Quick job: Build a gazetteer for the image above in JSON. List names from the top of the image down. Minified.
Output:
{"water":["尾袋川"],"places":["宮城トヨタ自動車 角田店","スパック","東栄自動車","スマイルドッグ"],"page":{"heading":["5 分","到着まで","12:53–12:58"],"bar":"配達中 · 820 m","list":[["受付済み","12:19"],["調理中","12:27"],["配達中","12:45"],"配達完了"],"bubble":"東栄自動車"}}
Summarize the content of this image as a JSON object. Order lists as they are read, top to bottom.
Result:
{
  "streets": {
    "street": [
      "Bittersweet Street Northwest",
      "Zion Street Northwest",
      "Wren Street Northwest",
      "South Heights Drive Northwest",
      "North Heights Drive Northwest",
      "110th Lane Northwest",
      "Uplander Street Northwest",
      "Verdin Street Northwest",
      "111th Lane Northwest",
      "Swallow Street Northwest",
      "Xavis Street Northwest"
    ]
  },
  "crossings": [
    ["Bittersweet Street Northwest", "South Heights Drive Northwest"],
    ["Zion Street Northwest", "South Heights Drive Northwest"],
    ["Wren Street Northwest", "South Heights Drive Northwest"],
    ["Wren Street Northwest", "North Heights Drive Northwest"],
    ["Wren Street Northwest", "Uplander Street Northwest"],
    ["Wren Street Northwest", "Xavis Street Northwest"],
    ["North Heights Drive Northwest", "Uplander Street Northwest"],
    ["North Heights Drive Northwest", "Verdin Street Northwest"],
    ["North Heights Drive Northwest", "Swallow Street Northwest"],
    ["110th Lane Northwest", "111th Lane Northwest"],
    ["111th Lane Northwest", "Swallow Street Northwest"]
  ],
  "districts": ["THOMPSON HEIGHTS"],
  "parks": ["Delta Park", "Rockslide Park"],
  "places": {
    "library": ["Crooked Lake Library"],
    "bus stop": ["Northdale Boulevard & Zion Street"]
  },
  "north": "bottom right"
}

• • •

Description of the task:
Write out the whole listing verbatim.

Result of the task:
Quick job: Build a gazetteer for the image above in JSON. List names from the top of the image down. Minified.
Output:
{"water":["尾袋川"],"places":["宮城トヨタ自動車 角田店","スパック","東栄自動車","スマイルドッグ"],"page":{"heading":["5 分","到着まで","12:53–12:58"],"bar":"配達中 · 820 m","list":[["受付済み","12:19"],["調理中","12:27"],["配達中","12:45"],"配達完了"],"bubble":"東栄自動車"}}
Summarize the content of this image as a JSON object. Order lists as they are read, top to bottom.
Result:
{
  "streets": {
    "street": [
      "Bittersweet Street Northwest",
      "Zion Street Northwest",
      "Wren Street Northwest",
      "South Heights Drive Northwest",
      "North Heights Drive Northwest",
      "110th Lane Northwest",
      "Uplander Street Northwest",
      "Verdin Street Northwest",
      "111th Lane Northwest",
      "Swallow Street Northwest",
      "Xavis Street Northwest"
    ]
  },
  "crossings": [
    ["Bittersweet Street Northwest", "South Heights Drive Northwest"],
    ["Zion Street Northwest", "South Heights Drive Northwest"],
    ["Wren Street Northwest", "South Heights Drive Northwest"],
    ["Wren Street Northwest", "North Heights Drive Northwest"],
    ["Wren Street Northwest", "Uplander Street Northwest"],
    ["Wren Street Northwest", "Xavis Street Northwest"],
    ["North Heights Drive Northwest", "Uplander Street Northwest"],
    ["North Heights Drive Northwest", "Verdin Street Northwest"],
    ["North Heights Drive Northwest", "Swallow Street Northwest"],
    ["110th Lane Northwest", "111th Lane Northwest"],
    ["111th Lane Northwest", "Swallow Street Northwest"]
  ],
  "districts": ["THOMPSON HEIGHTS"],
  "parks": ["Delta Park", "Rockslide Park"],
  "places": {
    "library": ["Crooked Lake Library"],
    "bus stop": ["Northdale Boulevard & Zion Street"]
  },
  "north": "bottom right"
}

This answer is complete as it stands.